Although the Times article gives lip service to the fairly obvious problems with economic-driven basic research, it essentially brushes them off instead of exploring them fully:
The entrepreneurial zeal of academics also raises concerns, like whether the direction of research is being overly influenced by the marketplace. “Are basic scientific questions being neglected because there isn’t a quick path to commercialization?” said Toby E. Stuart, a professor at the Columbia Graduate School of Business. “No one really knows the answer to that question.”
There is also the issue of elite scientists enriching themselves from research financed by taxpayers’ dollars. But historically, that has not been a policy concern. Instead, steps have been taken to encourage federally financed research to move out of universities and into the marketplace — notably, the Bayh-Dole Act of 1980, which allowed universities to hold the patents on federally financed research and to license that intellectual property to industry.
“At the end of the day, without commercialization, these ideas don’t find their way to people,” said Anna D. Barker, deputy director of the National Cancer Institute. “Increasingly, we have scientific entrepreneurs. And that’s a good thing. What we have to do is intelligently balance two considerations — to smooth the path to commercialization, but also guard against conflicts of interest that could undermine science.”
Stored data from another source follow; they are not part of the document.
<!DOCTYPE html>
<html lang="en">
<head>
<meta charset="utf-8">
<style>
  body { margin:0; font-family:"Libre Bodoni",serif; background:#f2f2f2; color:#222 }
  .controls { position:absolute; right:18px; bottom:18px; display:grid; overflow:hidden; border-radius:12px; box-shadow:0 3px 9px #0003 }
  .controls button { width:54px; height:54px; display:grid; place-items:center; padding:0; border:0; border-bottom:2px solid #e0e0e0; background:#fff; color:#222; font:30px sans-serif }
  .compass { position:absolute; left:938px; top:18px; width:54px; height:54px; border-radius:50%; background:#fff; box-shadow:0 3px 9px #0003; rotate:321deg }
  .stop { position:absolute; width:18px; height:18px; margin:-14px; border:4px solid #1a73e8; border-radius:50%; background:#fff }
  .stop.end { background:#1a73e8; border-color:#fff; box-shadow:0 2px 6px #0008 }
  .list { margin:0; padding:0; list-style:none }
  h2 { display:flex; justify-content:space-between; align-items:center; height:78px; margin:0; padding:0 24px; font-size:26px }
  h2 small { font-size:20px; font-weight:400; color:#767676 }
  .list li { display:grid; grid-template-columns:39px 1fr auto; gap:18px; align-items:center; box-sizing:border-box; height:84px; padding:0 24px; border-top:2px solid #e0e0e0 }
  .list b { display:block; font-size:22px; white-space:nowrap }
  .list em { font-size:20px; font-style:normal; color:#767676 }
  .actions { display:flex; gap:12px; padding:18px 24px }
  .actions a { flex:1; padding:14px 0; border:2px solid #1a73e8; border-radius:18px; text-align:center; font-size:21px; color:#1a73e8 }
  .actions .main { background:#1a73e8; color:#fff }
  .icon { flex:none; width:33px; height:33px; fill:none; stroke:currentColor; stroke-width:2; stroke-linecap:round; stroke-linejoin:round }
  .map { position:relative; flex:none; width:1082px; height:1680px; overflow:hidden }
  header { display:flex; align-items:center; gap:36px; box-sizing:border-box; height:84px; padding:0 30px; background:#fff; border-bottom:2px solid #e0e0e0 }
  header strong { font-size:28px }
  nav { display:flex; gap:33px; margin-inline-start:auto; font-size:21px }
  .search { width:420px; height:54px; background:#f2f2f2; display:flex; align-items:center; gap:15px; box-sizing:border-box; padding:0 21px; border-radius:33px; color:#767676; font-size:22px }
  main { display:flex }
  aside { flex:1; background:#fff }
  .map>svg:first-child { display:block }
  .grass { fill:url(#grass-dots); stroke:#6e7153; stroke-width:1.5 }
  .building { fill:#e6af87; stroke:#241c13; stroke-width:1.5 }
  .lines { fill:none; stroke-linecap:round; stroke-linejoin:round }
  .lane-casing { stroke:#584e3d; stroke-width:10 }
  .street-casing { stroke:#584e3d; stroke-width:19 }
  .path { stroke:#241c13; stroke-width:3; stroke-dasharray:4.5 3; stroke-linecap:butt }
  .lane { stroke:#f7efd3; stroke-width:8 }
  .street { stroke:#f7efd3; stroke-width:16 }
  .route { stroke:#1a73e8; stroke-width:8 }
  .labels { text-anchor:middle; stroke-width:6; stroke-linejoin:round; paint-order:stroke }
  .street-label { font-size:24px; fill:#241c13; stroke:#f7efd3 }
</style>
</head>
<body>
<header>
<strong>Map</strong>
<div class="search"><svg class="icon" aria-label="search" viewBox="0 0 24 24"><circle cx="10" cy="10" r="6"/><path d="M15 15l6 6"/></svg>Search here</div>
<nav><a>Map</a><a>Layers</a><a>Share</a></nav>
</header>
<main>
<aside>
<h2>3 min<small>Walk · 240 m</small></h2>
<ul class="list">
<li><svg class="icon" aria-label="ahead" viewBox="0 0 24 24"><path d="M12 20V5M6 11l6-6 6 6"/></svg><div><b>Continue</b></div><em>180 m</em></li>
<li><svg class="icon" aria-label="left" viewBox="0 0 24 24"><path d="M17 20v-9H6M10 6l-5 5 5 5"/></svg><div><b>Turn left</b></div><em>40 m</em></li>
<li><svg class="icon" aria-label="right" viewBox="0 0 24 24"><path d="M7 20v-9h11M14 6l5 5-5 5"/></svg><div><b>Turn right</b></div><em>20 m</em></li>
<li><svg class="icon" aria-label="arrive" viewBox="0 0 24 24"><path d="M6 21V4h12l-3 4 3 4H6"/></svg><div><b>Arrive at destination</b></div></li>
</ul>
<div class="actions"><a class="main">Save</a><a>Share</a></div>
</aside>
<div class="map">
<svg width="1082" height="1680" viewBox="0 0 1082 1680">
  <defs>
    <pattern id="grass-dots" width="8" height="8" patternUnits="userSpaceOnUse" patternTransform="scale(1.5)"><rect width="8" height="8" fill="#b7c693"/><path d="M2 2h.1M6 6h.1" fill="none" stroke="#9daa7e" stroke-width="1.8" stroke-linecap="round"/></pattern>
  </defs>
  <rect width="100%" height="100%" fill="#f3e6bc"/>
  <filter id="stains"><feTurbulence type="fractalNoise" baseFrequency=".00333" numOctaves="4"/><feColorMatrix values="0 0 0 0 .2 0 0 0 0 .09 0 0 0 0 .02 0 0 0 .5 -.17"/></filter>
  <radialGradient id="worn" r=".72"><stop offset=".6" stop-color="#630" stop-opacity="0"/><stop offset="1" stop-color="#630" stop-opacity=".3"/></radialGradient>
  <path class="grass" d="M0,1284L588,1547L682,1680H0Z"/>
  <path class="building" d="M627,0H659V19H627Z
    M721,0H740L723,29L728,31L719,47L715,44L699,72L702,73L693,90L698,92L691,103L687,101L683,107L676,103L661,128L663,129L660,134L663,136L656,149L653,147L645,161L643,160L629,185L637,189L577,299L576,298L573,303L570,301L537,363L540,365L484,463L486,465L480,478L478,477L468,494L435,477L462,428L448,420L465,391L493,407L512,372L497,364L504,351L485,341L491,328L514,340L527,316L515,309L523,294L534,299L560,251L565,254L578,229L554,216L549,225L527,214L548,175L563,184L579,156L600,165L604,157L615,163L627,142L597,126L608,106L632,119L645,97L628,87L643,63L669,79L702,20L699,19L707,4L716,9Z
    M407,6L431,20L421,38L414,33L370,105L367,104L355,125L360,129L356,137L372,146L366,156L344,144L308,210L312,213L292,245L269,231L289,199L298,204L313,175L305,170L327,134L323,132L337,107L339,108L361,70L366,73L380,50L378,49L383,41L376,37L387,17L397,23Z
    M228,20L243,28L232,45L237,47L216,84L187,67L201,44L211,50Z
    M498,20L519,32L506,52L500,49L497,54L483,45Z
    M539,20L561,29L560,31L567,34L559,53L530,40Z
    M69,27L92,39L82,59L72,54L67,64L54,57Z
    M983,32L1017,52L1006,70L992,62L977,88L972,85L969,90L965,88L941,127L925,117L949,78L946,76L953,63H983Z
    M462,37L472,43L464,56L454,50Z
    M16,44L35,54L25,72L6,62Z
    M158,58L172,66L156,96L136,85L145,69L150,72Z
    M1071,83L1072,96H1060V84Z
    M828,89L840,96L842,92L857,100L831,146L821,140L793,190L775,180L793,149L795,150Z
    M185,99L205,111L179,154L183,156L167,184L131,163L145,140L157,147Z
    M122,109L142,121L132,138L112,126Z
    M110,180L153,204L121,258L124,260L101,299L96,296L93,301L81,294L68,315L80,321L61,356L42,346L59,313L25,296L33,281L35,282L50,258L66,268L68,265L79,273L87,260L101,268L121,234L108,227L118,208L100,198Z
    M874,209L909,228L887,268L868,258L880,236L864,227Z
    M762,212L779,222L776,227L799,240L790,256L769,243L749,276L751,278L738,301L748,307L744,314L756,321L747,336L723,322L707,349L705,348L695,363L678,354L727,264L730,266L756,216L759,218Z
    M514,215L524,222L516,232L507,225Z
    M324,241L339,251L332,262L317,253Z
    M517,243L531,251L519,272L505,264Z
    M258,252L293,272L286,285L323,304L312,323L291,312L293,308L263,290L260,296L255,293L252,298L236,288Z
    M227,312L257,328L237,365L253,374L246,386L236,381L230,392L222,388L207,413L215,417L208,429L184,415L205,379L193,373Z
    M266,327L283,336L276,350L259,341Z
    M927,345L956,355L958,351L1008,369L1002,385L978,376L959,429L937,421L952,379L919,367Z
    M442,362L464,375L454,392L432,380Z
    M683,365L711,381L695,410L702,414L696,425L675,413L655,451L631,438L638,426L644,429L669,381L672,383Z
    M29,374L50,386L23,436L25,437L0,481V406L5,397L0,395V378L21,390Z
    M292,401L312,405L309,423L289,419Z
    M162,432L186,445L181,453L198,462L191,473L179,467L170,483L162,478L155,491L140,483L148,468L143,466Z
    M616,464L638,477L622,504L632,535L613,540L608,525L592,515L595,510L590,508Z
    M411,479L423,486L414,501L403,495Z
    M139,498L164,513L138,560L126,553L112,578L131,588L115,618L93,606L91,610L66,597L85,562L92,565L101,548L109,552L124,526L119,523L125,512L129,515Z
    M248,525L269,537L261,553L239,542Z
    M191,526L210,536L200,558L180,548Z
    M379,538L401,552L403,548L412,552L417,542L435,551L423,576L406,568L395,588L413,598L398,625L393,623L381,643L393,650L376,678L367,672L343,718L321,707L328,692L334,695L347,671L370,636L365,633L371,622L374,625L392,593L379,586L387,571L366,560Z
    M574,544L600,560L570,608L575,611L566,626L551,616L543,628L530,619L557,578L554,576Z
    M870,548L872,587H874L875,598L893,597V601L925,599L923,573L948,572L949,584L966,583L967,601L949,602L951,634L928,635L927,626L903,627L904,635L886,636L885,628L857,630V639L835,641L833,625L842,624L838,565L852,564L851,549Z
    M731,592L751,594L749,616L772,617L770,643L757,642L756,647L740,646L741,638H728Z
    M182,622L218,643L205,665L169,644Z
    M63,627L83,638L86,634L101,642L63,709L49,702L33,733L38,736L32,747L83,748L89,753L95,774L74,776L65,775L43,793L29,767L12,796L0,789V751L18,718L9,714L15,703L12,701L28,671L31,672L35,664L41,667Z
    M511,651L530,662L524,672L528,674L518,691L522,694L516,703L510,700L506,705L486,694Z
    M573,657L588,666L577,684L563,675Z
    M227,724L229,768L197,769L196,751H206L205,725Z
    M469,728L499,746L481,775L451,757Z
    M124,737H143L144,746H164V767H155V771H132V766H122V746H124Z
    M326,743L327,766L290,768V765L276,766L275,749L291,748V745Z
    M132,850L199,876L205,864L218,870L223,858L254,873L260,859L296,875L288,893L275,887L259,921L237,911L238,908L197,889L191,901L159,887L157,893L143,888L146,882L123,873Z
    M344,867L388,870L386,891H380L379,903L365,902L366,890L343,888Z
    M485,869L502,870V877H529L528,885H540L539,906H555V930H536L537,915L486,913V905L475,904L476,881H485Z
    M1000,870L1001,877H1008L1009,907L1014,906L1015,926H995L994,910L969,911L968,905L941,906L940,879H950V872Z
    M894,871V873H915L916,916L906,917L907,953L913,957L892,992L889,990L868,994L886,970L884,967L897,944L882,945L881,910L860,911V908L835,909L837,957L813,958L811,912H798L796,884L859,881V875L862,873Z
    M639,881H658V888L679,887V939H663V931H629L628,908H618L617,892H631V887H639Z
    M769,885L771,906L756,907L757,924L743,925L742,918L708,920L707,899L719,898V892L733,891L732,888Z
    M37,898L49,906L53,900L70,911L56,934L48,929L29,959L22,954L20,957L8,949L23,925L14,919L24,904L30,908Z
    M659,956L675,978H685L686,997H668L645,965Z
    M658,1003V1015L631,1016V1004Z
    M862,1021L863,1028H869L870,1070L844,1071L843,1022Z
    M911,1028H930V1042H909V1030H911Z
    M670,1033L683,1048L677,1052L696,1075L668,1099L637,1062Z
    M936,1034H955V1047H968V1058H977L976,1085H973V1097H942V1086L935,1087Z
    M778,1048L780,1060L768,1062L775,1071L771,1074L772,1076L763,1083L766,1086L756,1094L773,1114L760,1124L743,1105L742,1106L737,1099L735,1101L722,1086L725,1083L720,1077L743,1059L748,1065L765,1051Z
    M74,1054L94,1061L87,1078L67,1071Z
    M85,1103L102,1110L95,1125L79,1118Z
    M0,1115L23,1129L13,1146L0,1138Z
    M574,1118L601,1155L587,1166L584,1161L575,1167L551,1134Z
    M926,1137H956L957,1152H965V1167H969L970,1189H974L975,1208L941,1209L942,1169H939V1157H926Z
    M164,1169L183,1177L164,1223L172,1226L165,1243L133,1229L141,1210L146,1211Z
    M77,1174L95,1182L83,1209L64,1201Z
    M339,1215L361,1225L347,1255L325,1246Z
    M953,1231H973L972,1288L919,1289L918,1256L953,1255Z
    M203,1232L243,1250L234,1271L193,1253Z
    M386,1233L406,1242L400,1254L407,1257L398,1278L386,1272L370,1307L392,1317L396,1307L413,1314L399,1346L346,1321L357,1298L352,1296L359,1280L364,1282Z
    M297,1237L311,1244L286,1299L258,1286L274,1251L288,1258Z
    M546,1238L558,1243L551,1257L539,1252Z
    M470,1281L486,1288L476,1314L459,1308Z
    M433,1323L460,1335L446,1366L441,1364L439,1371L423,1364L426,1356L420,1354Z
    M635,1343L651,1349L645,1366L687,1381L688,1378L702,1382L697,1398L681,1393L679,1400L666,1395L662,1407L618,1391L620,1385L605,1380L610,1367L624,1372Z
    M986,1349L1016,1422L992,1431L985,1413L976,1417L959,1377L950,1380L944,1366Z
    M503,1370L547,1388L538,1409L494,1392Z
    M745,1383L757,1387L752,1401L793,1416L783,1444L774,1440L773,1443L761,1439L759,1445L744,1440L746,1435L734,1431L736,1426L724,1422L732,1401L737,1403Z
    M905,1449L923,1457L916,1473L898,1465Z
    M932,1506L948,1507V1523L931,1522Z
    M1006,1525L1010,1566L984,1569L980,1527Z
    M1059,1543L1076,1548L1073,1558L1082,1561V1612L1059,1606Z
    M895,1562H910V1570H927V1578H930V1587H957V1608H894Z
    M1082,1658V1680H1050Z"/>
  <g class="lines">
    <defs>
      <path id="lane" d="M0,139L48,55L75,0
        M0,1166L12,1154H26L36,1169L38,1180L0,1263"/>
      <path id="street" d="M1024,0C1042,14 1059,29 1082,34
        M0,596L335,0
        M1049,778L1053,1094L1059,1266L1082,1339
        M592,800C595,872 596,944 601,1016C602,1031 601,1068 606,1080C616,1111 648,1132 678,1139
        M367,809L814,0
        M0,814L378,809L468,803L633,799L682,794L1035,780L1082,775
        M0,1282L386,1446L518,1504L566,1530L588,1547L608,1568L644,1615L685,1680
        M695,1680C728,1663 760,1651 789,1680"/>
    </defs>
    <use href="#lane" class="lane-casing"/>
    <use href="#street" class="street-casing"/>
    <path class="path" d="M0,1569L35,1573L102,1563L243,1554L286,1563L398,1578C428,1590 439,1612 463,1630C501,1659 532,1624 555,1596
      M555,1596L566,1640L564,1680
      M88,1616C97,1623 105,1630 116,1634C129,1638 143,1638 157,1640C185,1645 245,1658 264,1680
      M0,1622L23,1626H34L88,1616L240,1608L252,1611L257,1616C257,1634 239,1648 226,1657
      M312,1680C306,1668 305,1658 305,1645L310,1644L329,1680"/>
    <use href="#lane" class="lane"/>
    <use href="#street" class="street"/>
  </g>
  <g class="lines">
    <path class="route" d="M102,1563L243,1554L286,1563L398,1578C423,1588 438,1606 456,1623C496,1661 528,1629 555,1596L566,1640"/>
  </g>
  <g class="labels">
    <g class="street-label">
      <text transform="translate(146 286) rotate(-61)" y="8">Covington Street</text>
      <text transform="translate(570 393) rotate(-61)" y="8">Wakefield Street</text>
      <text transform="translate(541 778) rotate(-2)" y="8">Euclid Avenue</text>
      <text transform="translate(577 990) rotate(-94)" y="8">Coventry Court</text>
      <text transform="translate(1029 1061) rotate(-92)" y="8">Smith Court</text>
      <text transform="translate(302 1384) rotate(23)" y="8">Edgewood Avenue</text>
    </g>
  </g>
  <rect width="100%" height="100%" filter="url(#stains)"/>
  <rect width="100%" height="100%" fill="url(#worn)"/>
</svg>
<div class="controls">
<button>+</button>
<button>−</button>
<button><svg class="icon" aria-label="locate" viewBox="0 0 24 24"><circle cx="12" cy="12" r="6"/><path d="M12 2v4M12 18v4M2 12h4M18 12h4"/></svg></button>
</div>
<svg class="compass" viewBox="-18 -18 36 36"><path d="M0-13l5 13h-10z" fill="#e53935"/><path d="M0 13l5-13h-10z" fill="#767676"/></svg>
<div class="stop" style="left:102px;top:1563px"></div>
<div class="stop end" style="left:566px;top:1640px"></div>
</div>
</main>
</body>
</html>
These concerns, which are not addressed in the Kauffman Foundation report, deserve a more in-depth investigation. The idea of projects not seen as likely to yield profits in a timely manner going unfunded is disturbing on many levels. Already, many of the greatest threats to health in the developing world, which do not appear to present particularly profitable solutions, already do not get the attention they merit from the pharmaceutical industry, and federally-funded basic research is therefore likely to be a necessary precursor to the development of new treatments for these conditions.
On a deeper level, restricting the scope of science could have the effect of making the field less interesting and attractive to promising young students. Most importantly, it is often difficult to predict what scientific questions will turn out to be truly important in the long run, and science has traditionally functioned well as a broad net, catching ideas and findings that initially don’t seem important but only display their significance later, sometimes even causing paradigm shifts or spurring completely new fields of investigation.
Interestingly, this latest study also lends weight to a point I have stressed before by demonstrating a very tangible example of indirect subsidization of the pharmaceutical and biotech industries. By funding basic research, which forms the starting point for the work performed in these industries and–as demonstrated by this study–is sometimes translated directly into new start-up companies, the federal government in effect provides a large amount of support to biotech and pharmaceutical companies. I’m not saying that this is a bad thing, but rather that it’s important to keep this idea in mind in terms of determining what level of access the public deserves to these services in return for its financial support.
Although the Kauffmann Foundation report and the subsequent press coverage could have gone to greater lengths to explore the negative impacts of focusing on the profitability of science, the study should in the end be seen as a positive force for influencing a broader base of support for basic research. As the growth of federal research funding has slowed so dramatically in recent years, and as federal funding for embryonic stem cell research remains banned–two factors pushing the U.S. worryingly close to losing it edge in global science–the mounting evidence that demonstrates the multifaceted benefits of funding basic science should be embraced.